We should keep in mind that mainstream media are corporate conglomerates that behave as corporatists. Their revenues come from advertisers. Thus, they serve other corporations, certainly not the public.

About the current healthcare debate, here is a brief vignette to share with you:

Last weekend, the healthcare controversy came to my door when friends from South Florida arrived for a visit (…) My former neighbors and now dear friends had an appointment at the Mayo Clinic in Jacksonville. Her cancer is treatable and manageable, but she suffers from fatigue and takes mega doses of Percocet and morphine to relieve pain.

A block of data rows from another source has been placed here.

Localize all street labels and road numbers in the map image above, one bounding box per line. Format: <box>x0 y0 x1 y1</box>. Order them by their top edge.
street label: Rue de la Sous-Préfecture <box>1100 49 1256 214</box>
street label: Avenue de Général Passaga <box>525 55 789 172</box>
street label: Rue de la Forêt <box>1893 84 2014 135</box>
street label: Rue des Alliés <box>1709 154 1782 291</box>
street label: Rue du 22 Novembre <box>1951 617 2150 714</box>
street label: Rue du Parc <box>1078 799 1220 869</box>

Last week, she and her husband checked into a Marriot Inn near the clinic for days of blood tests, X-Rays, MRIs, and consultations (…) On Monday morning, just before their return trip to Jacksonville for more diagnostics, the hospital called their cell phone: Their insurance carrier had not “pre-authorized” the tests.”

The full story here.

 
At 6:58 PM, Blogger Hamish Mack said...

This comment has been removed by the author.

 
At 6:58 PM, Anonymous Another Kiwi said...

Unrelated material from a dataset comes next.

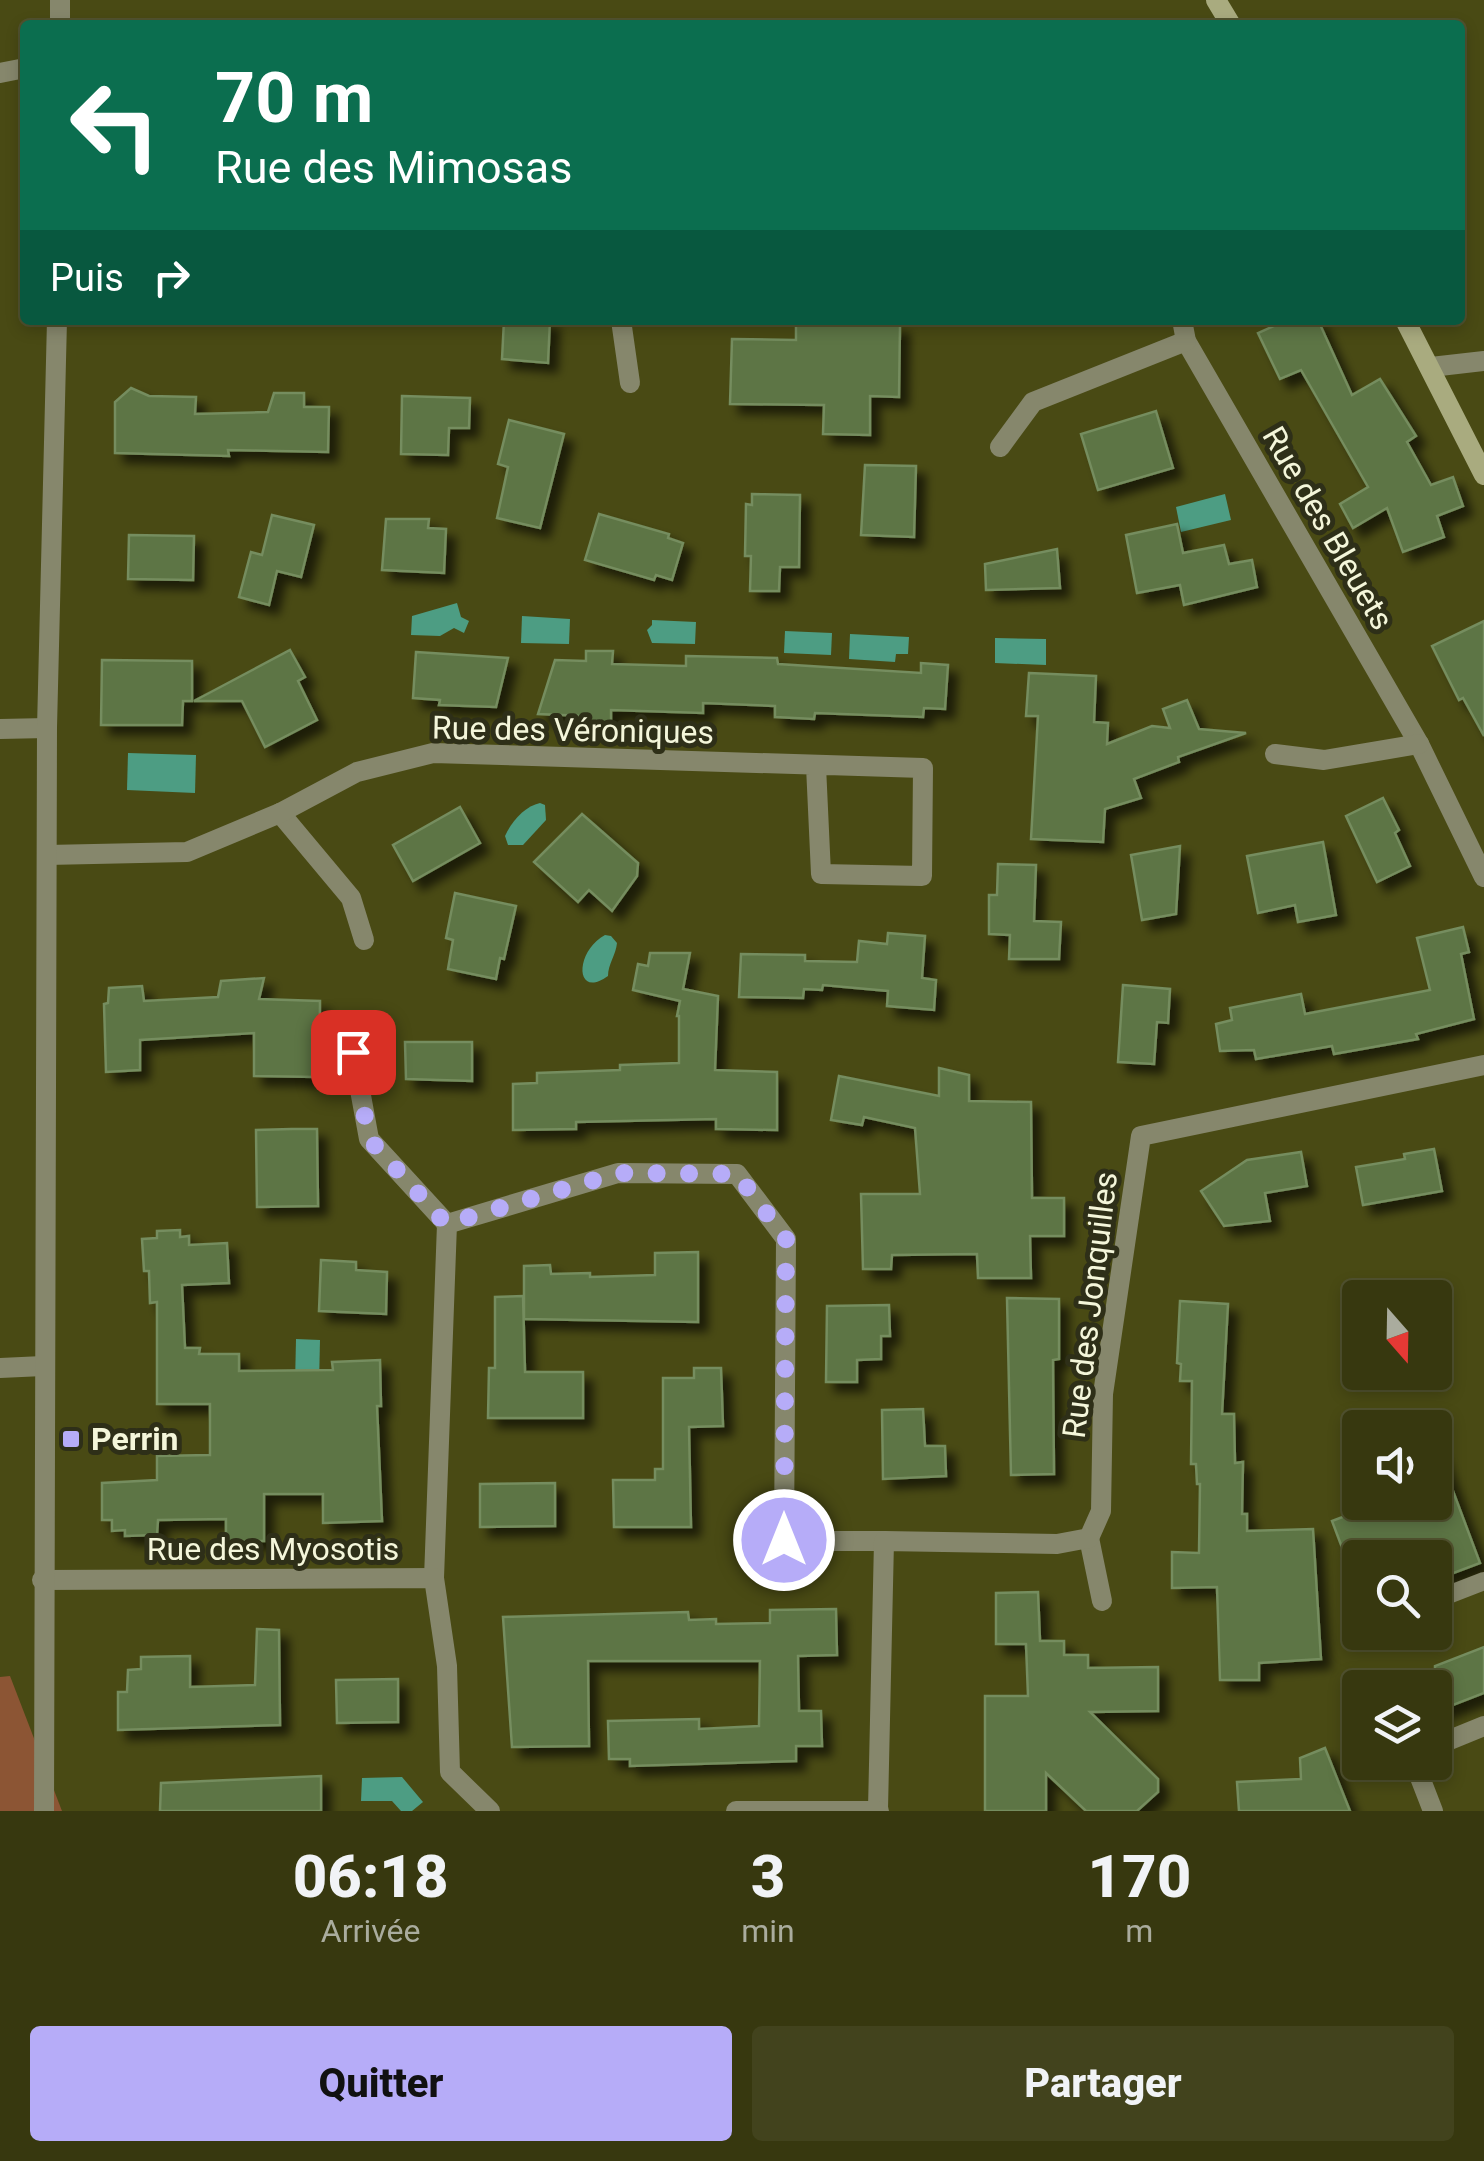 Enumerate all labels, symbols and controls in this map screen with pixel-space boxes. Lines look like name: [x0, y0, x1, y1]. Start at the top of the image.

It is a complex equation, alright. My, admittedly shaky, grasp of how it works is that there are two layers to it now.
Layer 1: TV newspapers and radio: These outlets need ratings so have light easily digested soundbites that won't upset the advertisers. Some holdouts such as the BBC and SBS in Australia (both government funded) do actually try to get the real story but no one watches them because sometimes you have to concentrate.
Layer 2: The Internet. This is subdivided into those that watch porn and the rest. The rest look around, reading various stuff and make up their minds. There is a leaching in from Layer 1 and many of those in the porn group think that they are politically aware even though they are really looking for political porn.
The question is, how to get the inquiring minds from layer2 to transform the advertorials of layer 1? No way to do it at the moment.They are too entrenched and, frankly, do not want the layer2 people in there anyway.
Least I sound too sanctimonious, it's like that here, as well, but even less sophisticated.
So what is needed is too circumvent the major TV channels and set up a Factcheck.org operation. I think the great days of great TV journalism are gone, and they were great.